▶ _WHAT IS BEING ASKED_
A verbatim reproduction of the lines below, from the line containing "688px,236px 688px,247px 695px,271px" through the line containing "878px,210px 893px,220px 909px,238px", both ends included, is the whole required output.

**********

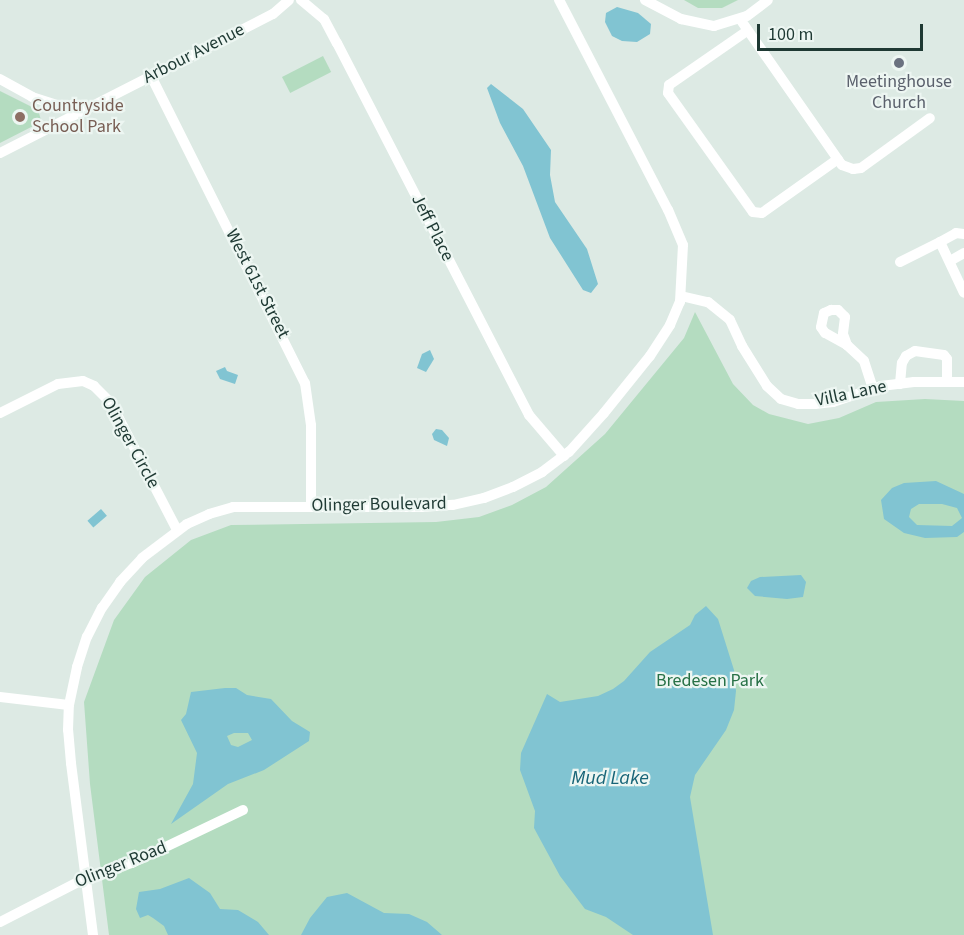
<!DOCTYPE html>
<style>
body{margin:0}
#map{position:relative;width:964px;height:935px;overflow:hidden;background:#ddeae4;font-family:"Source Sans 3",sans-serif}
div>[style]{position:absolute}
.green>*{inset:0;background:#b4dcc0;transform-origin:0 0}
.water>*{inset:0;background:#81c4d2;transform-origin:0 0}
.minor>*{height:10px;margin:-5px;padding:0 5px;transform-origin:5px;border-radius:5px;background:#fff}
.dots>*{width:16px;height:16px;translate:-50% -50%;box-sizing:border-box;border:3px solid #edf6f2;border-radius:50%}
span{translate:-50% -50%;white-space:nowrap;text-align:center;line-height:1.15;-webkit-text-stroke:4.5px #edf6f2;paint-order:stroke}
.street-label{font-size:18px;color:#1e3933}
.worship-label{font-size:18px;color:#5b616d}
.education-label{font-size:18px;color:#785e54}
.left{translate:0 -50%;text-align:left}
.park-label{font-size:18px;color:#277146}
.water-label{font-size:20px;color:#176477;font-style:italic}
.scale{position:absolute;left:757px;top:24px;width:166px;height:27px;box-sizing:border-box;border:3px solid #1e3933;border-top:0;padding-left:8px;font-size:18px;line-height:21px;white-space:nowrap;color:#1e3933;-webkit-text-stroke:4px #edf6f2;paint-order:stroke}
</style>
<div id="map">
<div class="green">
<div style="clip-path:polygon(684px 0,738px 0,722px 8px,698px 8px)"></div>
<div style="left:323px;top:56px;width:18px;height:46px;rotate:63deg"></div>
<div style="clip-path:polygon(0 91px,38px 110px,41px 120px,39px 123px,0 143px)"></div>
<div style="clip-path:polygon(695px 312px,733px 384px,753px 405px,769px 414px,808px 424px,839px 418px,876px 402px,925px 399px,964px 401px,964px 935px,109px 935px,90px 784px,84px 702px,114px 620px,145px 577px,191px 540px,231px 525px,436px 522px,479px 517px,512px 505px,546px 487px,605px 434px,684px 338px)"></div>
</div>
<div class="water">
<div style="clip-path:polygon(617px 7px,638px 13px,651px 24px,650px 34px,637px 42px,622px 41px,612px 36px,605px 22px,606px 13px)"></div>
<div style="clip-path:polygon(491px 84px,523px 109px,551px 150px,550px 175px,555px 202px,587px 249px,598px 284px,591px 293px,583px 290px,550px 238px,523px 166px,500px 123px,487px 88px)"></div>
<div style="clip-path:polygon(430px 350px,434px 359px,426px 372px,417px 368px,422px 354px)"></div>
<div style="clip-path:polygon(225px 367px,227px 371px,238px 375px,235px 384px,220px 379px,216px 371px)"></div>
<div style="clip-path:polygon(436px 429px,442px 430px,449px 438px,447px 446px,434px 440px,432px 434px)"></div>
<div style="clip-path:polygon(evenodd,936px 481px,964px 494px,964px 532px,957px 537px,925px 538px,904px 533px,884px 519px,881px 500px,892px 488px,904px 483px,936px 481px,919px 504px,942px 504px,957px 508px,962px 518px,952px 526px,917px 525px,909px 517px,911px 509px,919px 504px)"></div>
<div style="left:101px;top:509px;width:9px;height:18px;rotate:49deg"></div>
<div style="clip-path:polygon(801px 575px,806px 582px,803px 597px,787px 599px,755px 596px,747px 588px,751px 581px,760px 577px)"></div>
<div style="clip-path:polygon(706px 606px,718px 619px,734px 670px,736px 691px,734px 710px,726px 730px,695px 775px,690px 797px,713px 935px,633px 935px,606px 917px,585px 909px,560px 876px,534px 828px,535px 811px,520px 770px,521px 753px,547px 694px,560px 702px,598px 696px,613px 689px,624px 681px,650px 652px,690px 625px,695px 615px)"></div>
<div style="clip-path:polygon(evenodd,225px 688px,236px 688px,247px 695px,271px 699px,292px 721px,310px 732px,309px 741px,264px 770px,228px 784px,171px 824px,193px 784px,197px 753px,181px 720px,186px 714px,191px 692px,225px 688px,234px 733px,248px 733px,252px 740px,238px 747px,231px 745px,227px 736px,234px 733px)"></div>
<div style="clip-path:polygon(189px 878px,210px 893px,220px 909px,238px 910px,258px 922px,269px 935px,168px 935px,164px 926px,153px 918px,148px 915px,140px 918px,136px 909px,139px 892px,160px 889px)"></div>
<div style="clip-path:polygon(347px 893px,384px 913px,409px 914px,427px 922px,442px 935px,301px 935px,310px 918px,327px 897px)"></div>
</div>
<div class="minor">
<div style="left:301px;top:0;width:30px;rotate:40deg"></div>
<div style="left:324px;top:19px;width:27px;rotate:62deg"></div>
<div style="left:337px;top:43px;width:419px;rotate:62.7deg"></div>
<div style="left:529px;top:415px;width:54px;rotate:49.5deg"></div>
<div style="left:645px;top:0;width:41px;rotate:27.8deg"></div>
<div style="left:681px;top:19px;width:34px;rotate:12deg"></div>
<div style="left:714px;top:26px;width:34px;rotate:-17deg"></div>
<div style="left:747px;top:16px;width:26px;rotate:-37deg"></div>
<div style="left:740px;top:19px;width:178px;rotate:55.1deg"></div>
<div style="left:842px;top:165px;width:12px;rotate:20deg"></div>
<div style="left:853px;top:169px;width:8px;rotate:-7deg"></div>
<div style="left:861px;top:168px;width:85px;rotate:-35.9deg"></div>
<div style="left:747px;top:31px;width:95px;rotate:145.3deg"></div>
<div style="left:669px;top:85px;width:8px;rotate:97deg"></div>
<div style="left:668px;top:93px;width:146px;rotate:54.5deg"></div>
<div style="left:753px;top:212px;width:9px;rotate:6deg"></div>
<div style="left:762px;top:213px;width:93px;rotate:-35.4deg"></div>
<div style="left:151px;top:76px;width:343px;rotate:63.4deg"></div>
<div style="left:305px;top:383px;width:42px;rotate:81.9deg"></div>
<div style="left:311px;top:425px;width:81px;rotate:90deg"></div>
<div style="left:0;top:79px;width:37px;rotate:29deg"></div>
<div style="left:32px;top:97px;width:49px;rotate:17.7deg"></div>
<div style="left:0;top:153px;width:306px;rotate:-27deg"></div>
<div style="left:273px;top:14px;width:21px;rotate:-41deg"></div>
<div style="left:940px;top:242px;width:18px;rotate:-29deg"></div>
<div style="left:956px;top:233px;width:8px;rotate:7deg"></div>
<div style="left:950px;top:261px;width:16px;rotate:-30deg"></div>
<div style="left:900px;top:262px;width:45px;rotate:-26.6deg"></div>
<div style="left:940px;top:242px;width:56px;rotate:64.8deg"></div>
<div style="left:681px;top:296px;width:28px;rotate:13deg"></div>
<div style="left:708px;top:302px;width:28px;rotate:39deg"></div>
<div style="left:730px;top:320px;width:29px;rotate:65deg"></div>
<div style="left:742px;top:346px;width:47px;rotate:58deg"></div>
<div style="left:767px;top:386px;width:19px;rotate:43deg"></div>
<div style="left:781px;top:399px;width:18px;rotate:16deg"></div>
<div style="left:798px;top:404px;width:17px"></div>
<div style="left:815px;top:404px;width:18px;rotate:-6deg"></div>
<div style="left:833px;top:402px;width:51px;rotate:-18.4deg"></div>
<div style="left:881px;top:386px;width:33px;rotate:-7deg"></div>
<div style="left:914px;top:382px;width:50px"></div>
<div style="left:831px;top:310px;width:7px"></div>
<div style="left:838px;top:310px;width:10px;rotate:45deg"></div>
<div style="left:845px;top:317px;width:17px;rotate:97deg"></div>
<div style="left:843px;top:334px;width:12px;rotate:70deg"></div>
<div style="left:847px;top:345px;width:25px;rotate:-151deg"></div>
<div style="left:825px;top:333px;width:7px;rotate:-124deg"></div>
<div style="left:821px;top:327px;width:14px;rotate:-78deg"></div>
<div style="left:824px;top:313px;width:8px;rotate:-23deg"></div>
<div style="left:847px;top:345px;width:23px;rotate:43deg"></div>
<div style="left:864px;top:361px;width:28px;rotate:72deg"></div>
<div style="left:900px;top:384px;width:21px;rotate:-85deg"></div>
<div style="left:902px;top:363px;width:8px;rotate:-60deg"></div>
<div style="left:906px;top:356px;width:10px;rotate:-29deg"></div>
<div style="left:915px;top:351px;width:29px;rotate:8deg"></div>
<div style="left:944px;top:355px;width:5px;rotate:53deg"></div>
<div style="left:947px;top:359px;width:22px;rotate:90deg"></div>
<div style="left:0;top:413px;width:65px;rotate:-26.6deg"></div>
<div style="left:58px;top:384px;width:25px;rotate:-7deg"></div>
<div style="left:83px;top:381px;width:12px;rotate:24deg"></div>
<div style="left:94px;top:386px;width:24px;rotate:45deg"></div>
<div style="left:111px;top:403px;width:143px;rotate:62.5deg"></div>
<div style="left:0;top:697px;width:69px;rotate:6.6deg"></div>
<div style="left:0;top:922px;width:97px;rotate:-27.1deg"></div>
<div style="left:86px;top:878px;width:48px;rotate:-18.1deg"></div>
<div style="left:132px;top:863px;width:123px;rotate:-25.5deg"></div>
<div style="left:93px;top:935px;width:173px;rotate:-97.3deg"></div>
<div style="left:71px;top:763px;width:33px;rotate:-95deg"></div>
<div style="left:68px;top:730px;width:25px;rotate:-88deg"></div>
<div style="left:69px;top:705px;width:39px;rotate:-78deg"></div>
<div style="left:77px;top:667px;width:32px;rotate:-72deg"></div>
<div style="left:87px;top:637px;width:33px;rotate:-63deg"></div>
<div style="left:102px;top:608px;width:32px;rotate:-55deg"></div>
<div style="left:120px;top:582px;width:33px;rotate:-47deg"></div>
<div style="left:142px;top:558px;width:56px;rotate:-37.1deg"></div>
<div style="left:187px;top:524px;width:24px;rotate:-24deg"></div>
<div style="left:209px;top:514px;width:25px;rotate:-16deg"></div>
<div style="left:233px;top:507px;width:189px"></div>
<div style="left:422px;top:507px;width:31px;rotate:-4deg"></div>
<div style="left:453px;top:505px;width:32px;rotate:-13deg"></div>
<div style="left:484px;top:498px;width:31px;rotate:-21deg"></div>
<div style="left:513px;top:487px;width:33px;rotate:-27deg"></div>
<div style="left:542px;top:472px;width:34px;rotate:-37deg"></div>
<div style="left:569px;top:452px;width:52px;rotate:-48.1deg"></div>
<div style="left:604px;top:413px;width:73px;rotate:-51.1deg"></div>
<div style="left:650px;top:356px;width:37px;rotate:-57deg"></div>
<div style="left:670px;top:325px;width:25px;rotate:-67deg"></div>
<div style="left:680px;top:302px;width:57px;rotate:-87deg"></div>
<div style="left:683px;top:245px;width:38px;rotate:-113deg"></div>
<div style="left:668px;top:210px;width:237px;rotate:-117.4deg"></div>
</div>
<div class="dots">
<div style="left:899px;top:63px;background:#6b7280"></div>
<div style="left:20px;top:117px;background:#8d6e63"></div>
</div>
<div class="street-label">
<span style="left:194px;top:54px;rotate:-27deg">Arbour Avenue</span>
<span style="left:432px;top:228px;rotate:63deg">Jeff Place</span>
<span style="left:257px;top:284px;rotate:63deg">West 61st Street</span>
<span style="left:851px;top:394px;rotate:-12deg">Villa Lane</span>
<span style="left:130px;top:443px;rotate:61deg">Olinger Circle</span>
<span style="left:379px;top:505px;rotate:-1deg">Olinger Boulevard</span>
<span style="left:121px;top:865px;rotate:-22deg">Olinger Road</span>
</div>
<div class="worship-label">
<span style="left:899px;top:93px">Meetinghouse<br>Church</span>
</div>
<div class="education-label">
<span class="left" style="left:32px;top:117px">Countryside<br>School Park</span>
</div>
<div class="park-label">
<span style="left:710px;top:681px">Bredesen Park</span>
</div>
<div class="water-label">
<span style="left:610px;top:778px">Mud Lake</span>
</div>
<div class="scale">100 m</div>
</div>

**********

▶ _ANSWER SECTION_
<div style="clip-path:polygon(evenodd,225px 688px,236px 688px,247px 695px,271px 699px,292px 721px,310px 732px,309px 741px,264px 770px,228px 784px,171px 824px,193px 784px,197px 753px,181px 720px,186px 714px,191px 692px,225px 688px,234px 733px,248px 733px,252px 740px,238px 747px,231px 745px,227px 736px,234px 733px)"></div>
<div style="clip-path:polygon(189px 878px,210px 893px,220px 909px,238px 910px,258px 922px,269px 935px,168px 935px,164px 926px,153px 918px,148px 915px,140px 918px,136px 909px,139px 892px,160px 889px)"></div>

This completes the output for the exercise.